Я чуть глаз из глазниц не повыронил. Экий наглец, с таким говором к батюшке Варнаве подходить! А тот знай себе, оглядел его от макушки до измаранных лаптей, и отвечает басом своим завсегдаташним:
- Стало быть, поп.
- Не больно на попа ты похож! - еще больше меня в ужас он загнал.
- Чем же не похож?
Варнава ему весь как раскрылся, вот, дескать, смотри - одежа на мне церковная, крест на мне с распятьицем, пахнет от меня - и то по святости. А этот, знай, улыбается и щебечет:
- Коли ты поп, чего По-Мирскому говариваешь? Чего строками из писаний не сыплешь?
- А ты много попов то видывал? - отвечает ему на то батюшка.
- Видывать много не видывал, да больше все по книжкам вашего брата знаю.
- Э, по книжкам! - усмехнулся Варнава. - Ты брат попову жизнь не нюхал! Станешь тут строками сыпать! Мне, небось, некогда строки то эти заучивать, да и чтить их нужно. А коли и заучу, к чему мне перед каждым ими кидать? Слово оно к месту нужно.

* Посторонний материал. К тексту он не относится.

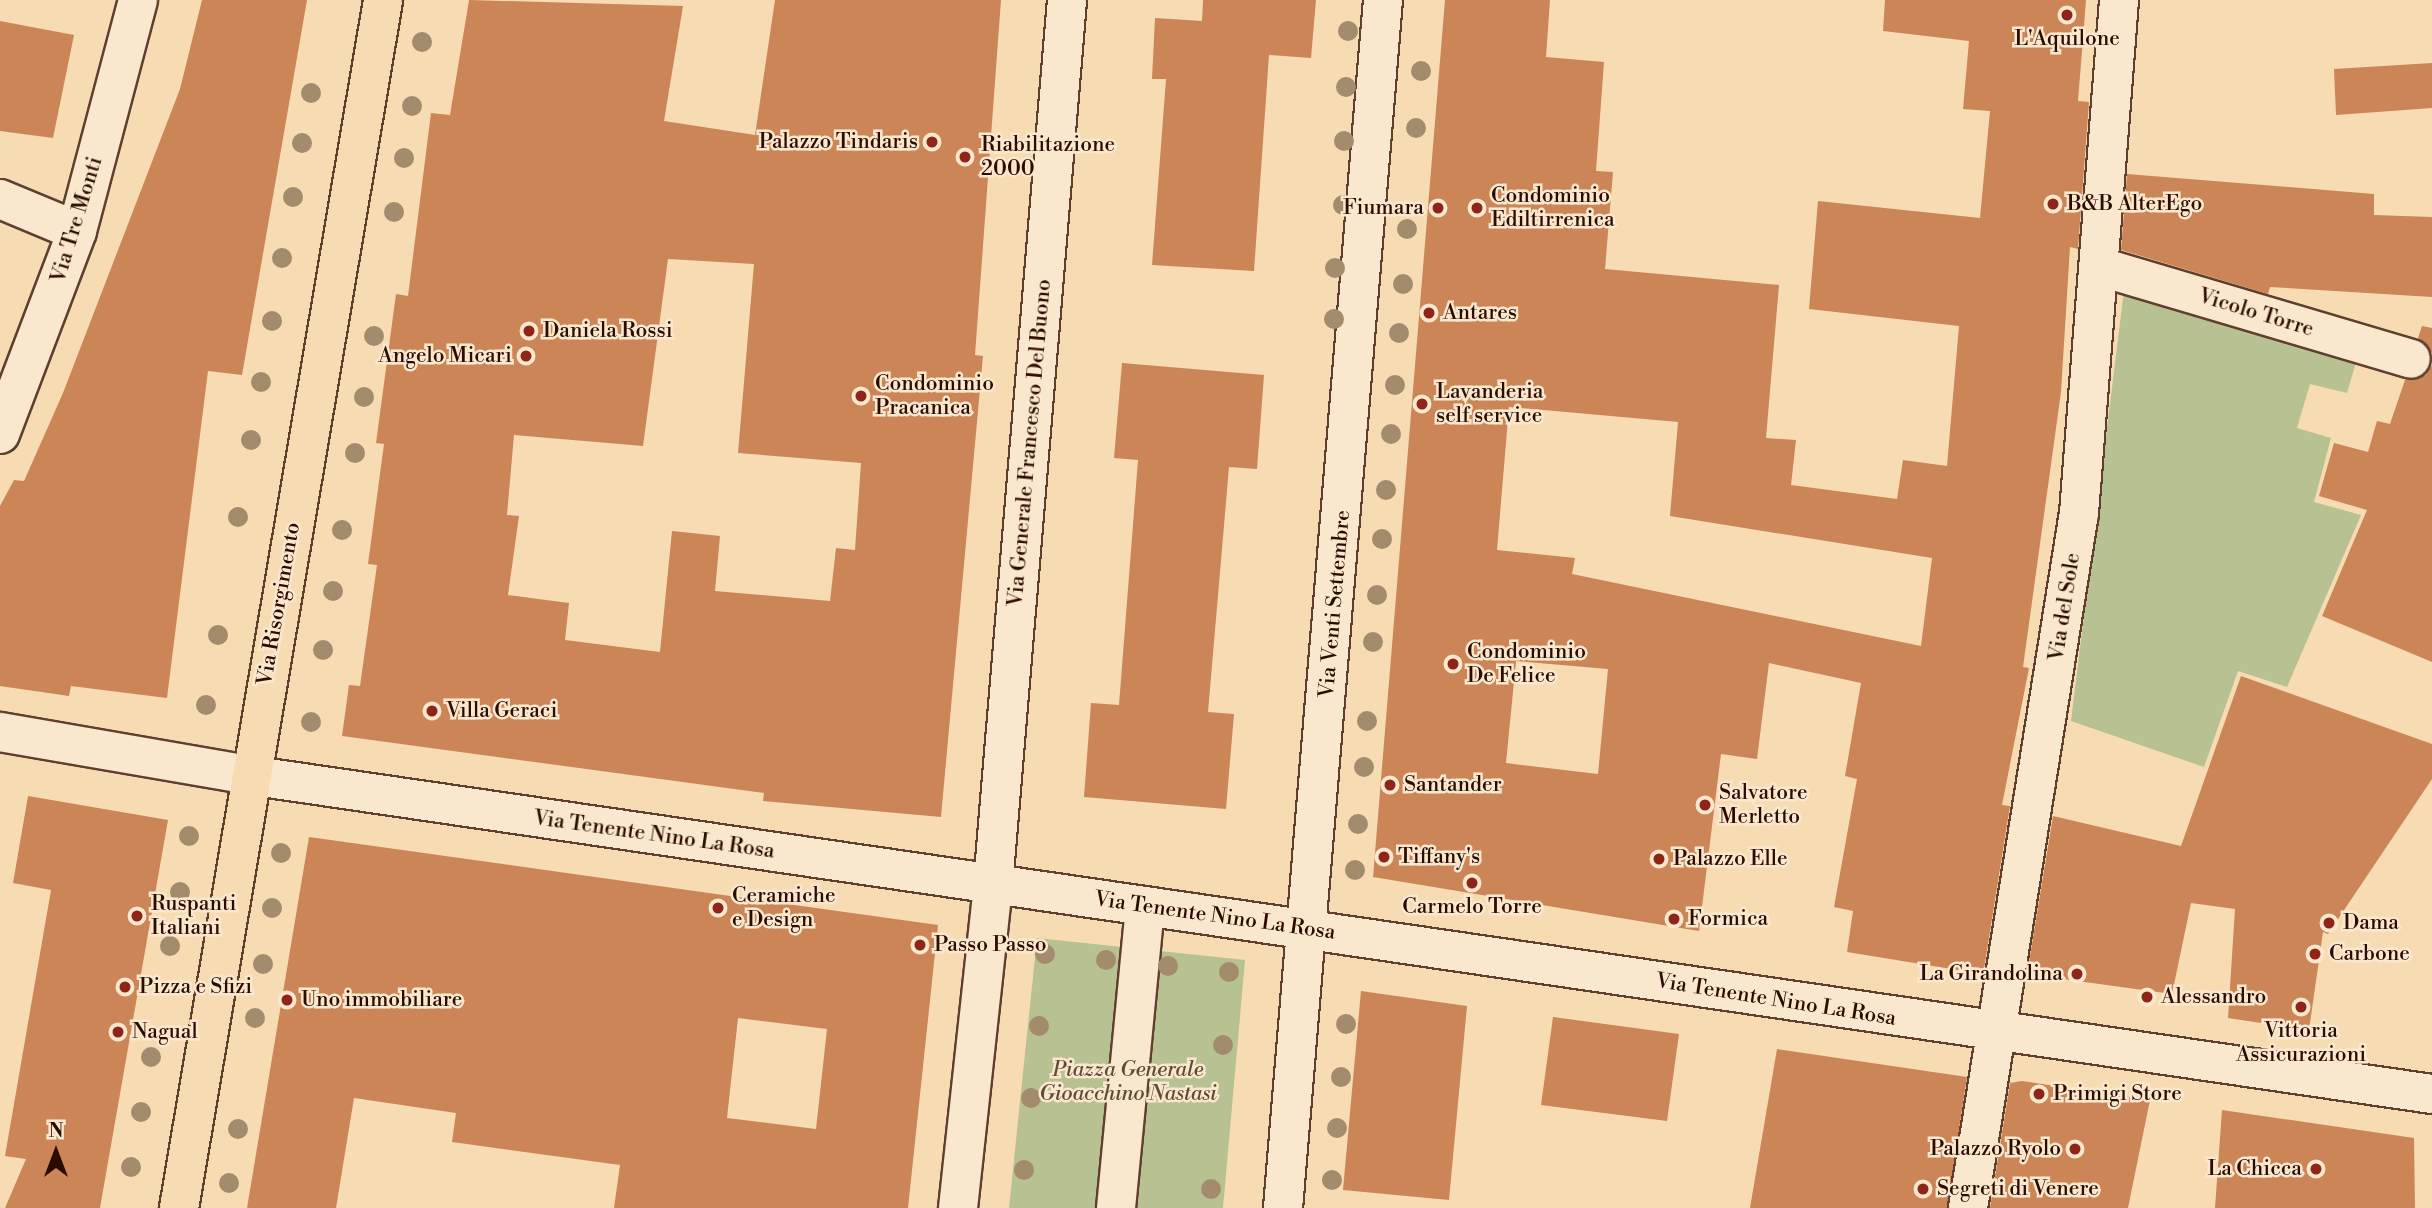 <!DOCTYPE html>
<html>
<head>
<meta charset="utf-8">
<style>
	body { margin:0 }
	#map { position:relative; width:2432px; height:1208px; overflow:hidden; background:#f7dbb3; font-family:"Libre Bodoni",serif }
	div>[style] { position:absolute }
	.green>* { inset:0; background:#b7c191 }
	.building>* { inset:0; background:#cb8557 }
	.roads { filter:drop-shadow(2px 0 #5f3f2e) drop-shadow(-2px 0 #5f3f2e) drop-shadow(0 2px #5f3f2e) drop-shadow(0 -2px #5f3f2e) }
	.minor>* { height:38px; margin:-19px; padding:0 19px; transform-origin:19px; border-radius:19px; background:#fae8ce }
	.major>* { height:38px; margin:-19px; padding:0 19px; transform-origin:19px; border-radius:19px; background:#f7dbb3 }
	.trees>* { width:20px; height:20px; margin:-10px; border-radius:50%; background:#a28c6d }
	.dots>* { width:19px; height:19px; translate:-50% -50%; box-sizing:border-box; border:4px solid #fae8ce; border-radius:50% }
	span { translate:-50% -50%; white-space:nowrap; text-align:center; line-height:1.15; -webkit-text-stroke:5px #fae8ce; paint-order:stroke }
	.poi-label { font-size:21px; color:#2c0b01 }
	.right { translate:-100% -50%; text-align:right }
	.left { translate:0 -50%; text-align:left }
	.street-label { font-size:21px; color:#2c0b01 }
	.park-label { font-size:21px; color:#5d4b33; font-style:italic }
	.north { position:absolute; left:21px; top:1117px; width:70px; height:70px; -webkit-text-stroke:5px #fae8ce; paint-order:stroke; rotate:0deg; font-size:19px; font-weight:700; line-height:28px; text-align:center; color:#2c0b01 }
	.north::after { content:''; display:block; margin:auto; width:24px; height:32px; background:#2c0b01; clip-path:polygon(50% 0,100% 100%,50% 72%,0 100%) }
</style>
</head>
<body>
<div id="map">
	<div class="green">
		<i style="clip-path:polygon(2125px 282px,2359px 352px,2347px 393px,2310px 384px,2297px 428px,2331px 438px,2314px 502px,2361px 515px,2287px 687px,2238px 671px,2204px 767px,2071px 721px)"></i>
		<i style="clip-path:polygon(1037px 938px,1245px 960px,1223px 1208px,1009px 1208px)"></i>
	</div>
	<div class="building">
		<i style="clip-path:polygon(202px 0,307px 0,242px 375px,208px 371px,167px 698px,71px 686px,69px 696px,0 686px,0 506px,14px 480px,24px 481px,63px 393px,180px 89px)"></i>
		<i style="clip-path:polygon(evenodd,469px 0,683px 6px,664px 121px,755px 135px,775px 0,1001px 0,975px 355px,983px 356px,941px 817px,763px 801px,764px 793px,342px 736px,349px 685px,360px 686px,377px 565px,368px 564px,384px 444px,376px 443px,396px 294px,408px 296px,431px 113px,450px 115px,469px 0,668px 259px,754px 264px,738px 453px,861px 463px,855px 550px,836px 548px,830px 601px,715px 591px,720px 536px,672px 531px,660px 652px,565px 640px,569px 603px,508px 595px,519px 516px,507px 515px,514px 435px,643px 446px,668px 259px)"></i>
		<i style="clip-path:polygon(1203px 0,1316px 0,1311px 58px,1269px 55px,1254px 271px,1152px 265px,1166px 79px,1152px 79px,1155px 18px,1202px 21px)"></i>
		<i style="clip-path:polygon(evenodd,1445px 0,1550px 0,1546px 57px,1604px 62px,1596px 171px,1613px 172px,1605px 269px,1779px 285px,1766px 438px,1796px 440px,1791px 485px,1897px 499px,1903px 460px,1947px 466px,1959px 326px,1809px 309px,1818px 201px,1980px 218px,1990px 111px,1963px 109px,1969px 41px,1883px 31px,1885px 0,2086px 0,2078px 101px,2089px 102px,2078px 249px,2070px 247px,2061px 392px,2023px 667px,2029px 668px,2002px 805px,2010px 806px,1984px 969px,1971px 967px,1970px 972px,1847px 952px,1853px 911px,1834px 907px,1857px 779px,1845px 776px,1861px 683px,1769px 663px,1757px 759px,1721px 754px,1699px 931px,1373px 877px,1445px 0,1509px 407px,1678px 422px,1670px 516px,1932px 558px,1921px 646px,1572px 574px,1575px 558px,1497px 550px,1509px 407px,1445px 0,1516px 661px,1608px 669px,1598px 774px,1506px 763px,1516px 661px)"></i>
		<i style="clip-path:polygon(0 21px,74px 35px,53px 138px,0 131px)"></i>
		<i style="clip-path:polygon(2432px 63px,2432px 108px,2336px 115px,2334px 69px)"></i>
		<i style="clip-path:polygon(2127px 174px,2374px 194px,2374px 215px,2432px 217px,2432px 297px,2270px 287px,2268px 294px,2121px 250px)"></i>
		<i style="clip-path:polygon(2422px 326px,2432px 328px,2432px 353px,2418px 338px)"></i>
		<i style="clip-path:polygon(1122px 363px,1264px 375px,1257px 469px,1229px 467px,1208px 712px,1234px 714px,1226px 809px,1084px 797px,1091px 703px,1119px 705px,1138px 460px,1114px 458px)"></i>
		<i style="clip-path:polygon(2432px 365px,2432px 662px,2322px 616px,2367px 510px,2319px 496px,2334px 443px,2368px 452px,2377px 421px,2390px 424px,2405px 380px,2426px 375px)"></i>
		<i style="clip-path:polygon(2241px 676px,2432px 744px,2432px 779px,2328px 934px,2323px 932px,2309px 1030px,2228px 1018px,2235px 909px,2191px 903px,2172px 994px,2027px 974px,2053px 816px,2181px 846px)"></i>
		<i style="clip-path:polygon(28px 796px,168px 820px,100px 1208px,5px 1208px,26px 1159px,5px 1156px,51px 890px,13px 883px)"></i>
		<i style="clip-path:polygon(evenodd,309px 837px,938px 925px,908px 1208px,614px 1208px,620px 1165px,452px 1142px,456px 1113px,354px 1098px,336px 1208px,247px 1208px,309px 837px,738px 1018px,827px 1029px,816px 1129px,727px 1118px,738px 1018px)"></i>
		<i style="clip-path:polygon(1361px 991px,1467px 1006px,1449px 1200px,1343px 1190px)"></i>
		<i style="clip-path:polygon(1553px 1017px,1679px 1034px,1667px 1121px,1541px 1105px)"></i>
		<i style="clip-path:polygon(1777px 1049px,1967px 1077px,1947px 1208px,1750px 1208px)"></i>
		<i style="clip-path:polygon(2022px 1081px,2150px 1100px,2128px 1208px,1990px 1208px,2010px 1083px)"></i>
		<i style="clip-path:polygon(2222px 1110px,2414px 1138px,2415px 1208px,2215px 1208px)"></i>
	</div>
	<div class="roads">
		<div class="minor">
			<i style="left:0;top:199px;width:83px;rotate:22.6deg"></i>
			<i style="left:2101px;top:267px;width:323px;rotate:16.5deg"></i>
			<i style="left:0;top:434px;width:217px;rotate:-69.2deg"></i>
			<i style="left:77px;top:231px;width:239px;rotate:-75.2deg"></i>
			<i style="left:0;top:732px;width:252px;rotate:9.8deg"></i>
			<i style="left:248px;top:775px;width:2207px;rotate:8.31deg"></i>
			<i style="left:958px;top:1208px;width:325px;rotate:-83.8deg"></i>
			<i style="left:993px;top:885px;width:888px;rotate:-85.22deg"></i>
			<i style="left:1116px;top:1208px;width:303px;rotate:-84.5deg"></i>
			<i style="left:1283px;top:1208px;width:1212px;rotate:-85.27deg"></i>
			<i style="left:1968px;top:1208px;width:704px;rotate:-80.93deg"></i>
			<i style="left:2079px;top:513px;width:515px;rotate:-85.54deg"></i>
		</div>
		<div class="major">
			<i style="left:179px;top:1208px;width:1225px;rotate:-80.41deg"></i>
		</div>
	</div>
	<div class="trees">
		<i style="left:1348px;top:31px"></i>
		<i style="left:422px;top:42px"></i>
		<i style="left:1421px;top:71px"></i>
		<i style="left:1346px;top:87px"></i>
		<i style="left:311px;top:93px"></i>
		<i style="left:412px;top:106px"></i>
		<i style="left:1416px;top:128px"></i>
		<i style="left:1344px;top:141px"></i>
		<i style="left:302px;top:143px"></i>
		<i style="left:404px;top:158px"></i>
		<i style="left:293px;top:197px"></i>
		<i style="left:1343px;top:205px"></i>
		<i style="left:394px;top:212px"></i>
		<i style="left:1407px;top:229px"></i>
		<i style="left:282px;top:258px"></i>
		<i style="left:1335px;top:268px"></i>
		<i style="left:1403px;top:284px"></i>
		<i style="left:1334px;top:319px"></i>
		<i style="left:272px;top:321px"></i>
		<i style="left:1399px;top:333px"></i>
		<i style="left:374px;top:336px"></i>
		<i style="left:261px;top:382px"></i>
		<i style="left:1395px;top:385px"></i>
		<i style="left:364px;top:397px"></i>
		<i style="left:1391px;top:434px"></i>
		<i style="left:251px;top:440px"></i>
		<i style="left:355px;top:453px"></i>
		<i style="left:1386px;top:490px"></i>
		<i style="left:238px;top:517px"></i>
		<i style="left:342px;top:530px"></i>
		<i style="left:1382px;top:539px"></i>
		<i style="left:333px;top:591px"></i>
		<i style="left:1377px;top:595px"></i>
		<i style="left:218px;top:635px"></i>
		<i style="left:1373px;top:642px"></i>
		<i style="left:323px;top:650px"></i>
		<i style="left:206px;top:705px"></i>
		<i style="left:1367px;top:721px"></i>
		<i style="left:311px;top:722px"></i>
		<i style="left:1364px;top:767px"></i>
		<i style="left:1358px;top:824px"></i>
		<i style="left:189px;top:836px"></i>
		<i style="left:281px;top:853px"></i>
		<i style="left:1355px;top:870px"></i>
		<i style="left:180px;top:892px"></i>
		<i style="left:272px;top:908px"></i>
		<i style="left:170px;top:946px"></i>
		<i style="left:1045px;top:954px"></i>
		<i style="left:1106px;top:960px"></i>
		<i style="left:263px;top:964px"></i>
		<i style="left:1168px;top:966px"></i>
		<i style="left:1229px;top:972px"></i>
		<i style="left:255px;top:1018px"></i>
		<i style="left:1346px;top:1024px"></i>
		<i style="left:1039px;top:1026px"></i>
		<i style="left:1223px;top:1045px"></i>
		<i style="left:151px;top:1057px"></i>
		<i style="left:1341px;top:1077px"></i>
		<i style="left:1031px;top:1098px"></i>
		<i style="left:141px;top:1112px"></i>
		<i style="left:1337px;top:1128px"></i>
		<i style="left:238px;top:1129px"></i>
		<i style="left:131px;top:1167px"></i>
		<i style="left:1024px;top:1170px"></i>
		<i style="left:1332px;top:1180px"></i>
		<i style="left:229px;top:1183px"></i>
		<i style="left:1211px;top:1189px"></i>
	</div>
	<div class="dots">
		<i style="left:2067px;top:15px;background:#8f2418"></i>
		<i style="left:932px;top:142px;background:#8f2418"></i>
		<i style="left:965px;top:157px;background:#8f2418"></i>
		<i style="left:2053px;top:204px;background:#8f2418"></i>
		<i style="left:1438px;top:208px;background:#8f2418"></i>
		<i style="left:1477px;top:208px;background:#8f2418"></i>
		<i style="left:1429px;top:313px;background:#8f2418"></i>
		<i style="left:529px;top:331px;background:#8f2418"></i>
		<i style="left:526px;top:356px;background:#8f2418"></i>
		<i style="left:861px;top:396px;background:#8f2418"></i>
		<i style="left:1422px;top:404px;background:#8f2418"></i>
		<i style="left:1453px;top:664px;background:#8f2418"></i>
		<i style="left:432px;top:711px;background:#8f2418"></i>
		<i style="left:1390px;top:785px;background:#8f2418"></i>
		<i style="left:1705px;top:805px;background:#8f2418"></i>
		<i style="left:1384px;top:857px;background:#8f2418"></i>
		<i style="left:1659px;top:859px;background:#8f2418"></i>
		<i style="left:1472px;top:883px;background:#8f2418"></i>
		<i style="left:718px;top:908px;background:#8f2418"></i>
		<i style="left:137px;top:916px;background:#8f2418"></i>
		<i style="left:1674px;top:919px;background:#8f2418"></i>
		<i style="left:2329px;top:923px;background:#8f2418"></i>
		<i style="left:920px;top:945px;background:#8f2418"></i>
		<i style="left:2315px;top:954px;background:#8f2418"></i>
		<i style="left:2077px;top:974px;background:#8f2418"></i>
		<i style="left:125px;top:987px;background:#8f2418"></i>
		<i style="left:2147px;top:997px;background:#8f2418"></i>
		<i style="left:287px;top:1000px;background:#8f2418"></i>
		<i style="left:2301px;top:1007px;background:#8f2418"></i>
		<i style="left:118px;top:1032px;background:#8f2418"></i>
		<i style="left:2039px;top:1094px;background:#8f2418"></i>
		<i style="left:2075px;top:1149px;background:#8f2418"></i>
		<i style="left:2316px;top:1169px;background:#8f2418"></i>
		<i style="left:1923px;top:1189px;background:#8f2418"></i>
	</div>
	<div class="poi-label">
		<span style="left:2067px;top:39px">L'Aquilone</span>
		<span class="right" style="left:918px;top:142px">Palazzo Tindaris</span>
		<span class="left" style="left:981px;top:157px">Riabilitazione<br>2000</span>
		<span class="left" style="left:1491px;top:208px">Condominio<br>Ediltirrenica</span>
		<span class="left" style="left:2067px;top:204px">B&amp;B AlterEgo</span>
		<span class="right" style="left:1424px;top:208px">Fiumara</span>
		<span class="left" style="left:1443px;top:313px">Antares</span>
		<span class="left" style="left:543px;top:331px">Daniela Rossi</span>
		<span class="right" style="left:512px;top:356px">Angelo Micari</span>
		<span class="left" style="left:875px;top:396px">Condominio<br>Pracanica</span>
		<span class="left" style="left:1436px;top:404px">Lavanderia<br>self service</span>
		<span class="left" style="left:1467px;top:664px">Condominio<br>De Felice</span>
		<span class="left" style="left:446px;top:711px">Villa Geraci</span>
		<span class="left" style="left:1404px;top:785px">Santander</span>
		<span class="left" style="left:1719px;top:805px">Salvatore<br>Merletto</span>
		<span class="left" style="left:1398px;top:857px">Tiffany's</span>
		<span class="left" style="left:1673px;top:859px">Palazzo Elle</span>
		<span class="left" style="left:732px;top:908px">Ceramiche<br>e Design</span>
		<span class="left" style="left:151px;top:916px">Ruspanti<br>Italiani</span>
		<span style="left:1472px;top:907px">Carmelo Torre</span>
		<span class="left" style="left:1688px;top:919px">Formica</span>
		<span class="left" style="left:2343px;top:923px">Dama</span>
		<span class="left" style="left:934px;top:945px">Passo Passo</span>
		<span class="left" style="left:2329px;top:954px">Carbone</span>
		<span class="right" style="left:2063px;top:974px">La Girandolina</span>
		<span class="left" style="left:139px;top:987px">Pizza e Sfizi</span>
		<span class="left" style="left:2161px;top:997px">Alessandro</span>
		<span class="left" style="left:301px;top:1000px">Uno immobiliare</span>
		<span style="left:2301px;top:1043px">Vittoria<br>Assicurazioni</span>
		<span class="left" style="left:132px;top:1032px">Nagual</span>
		<span class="left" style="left:2053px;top:1094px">Primigi Store</span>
		<span class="right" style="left:2061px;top:1149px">Palazzo Ryolo</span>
		<span class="right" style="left:2302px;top:1169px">La Chicca</span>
		<span class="left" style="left:1937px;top:1189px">Segreti di Venere</span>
	</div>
	<div class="street-label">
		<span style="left:77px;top:220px;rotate:-73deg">Via Tre Monti</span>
		<span style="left:2256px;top:313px;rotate:17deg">Vicolo Torre</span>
		<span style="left:1030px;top:443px;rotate:-85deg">Via Generale Francesco Del Buono</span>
		<span style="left:279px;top:604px;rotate:-80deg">Via Risorgimento</span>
		<span style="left:1335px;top:604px;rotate:-85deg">Via Venti Settembre</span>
		<span style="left:2065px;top:607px;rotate:-81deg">Via del Sole</span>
		<span style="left:654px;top:835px;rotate:8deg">Via Tenente Nino La Rosa</span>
		<span style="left:1215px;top:916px;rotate:8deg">Via Tenente Nino La Rosa</span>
		<span style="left:1776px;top:1000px;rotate:9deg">Via Tenente Nino La Rosa</span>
	</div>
	<div class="park-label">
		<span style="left:1128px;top:1082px">Piazza Generale<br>Gioacchino Nastasi</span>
	</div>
	<div class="north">N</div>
</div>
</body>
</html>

Я немало обиды хлебнул из этих слов его, про каждого (при мне то он как раз «строками не сыпал»), но вида не подал, дальше слушаю. Уж больно добрый малый выискался. Я отца Варнаву как огня боялся. А этот с равным говорил, не иначе. Тут всякий захочет вслушаться.
- Верно ты говоришь, стало быть. Правда твоя, стало быть. А вот коли ты поп, можешь ты некрещеного в веру обратить?
- Не могу. - Отрезал Варнава.
- Крестить то можешь? Я вот как уразумел - коли ты крест на меня наденешь, так, стало быть, я и веру найду. Не так?
- Не так. - Снова как отрезал батюшка.
- Коли не так, скажи, как по-твоему.
- Скажу. Но только не по-моему это, а как на свете есть. Не крестил тебя отец в детстве, не окунул в водицу святую православную - благодарствуй ему за это.
- За что же, батюшка? - не вытерпел я, встрял. Тут же покраснел, как рак. Язык - что враг!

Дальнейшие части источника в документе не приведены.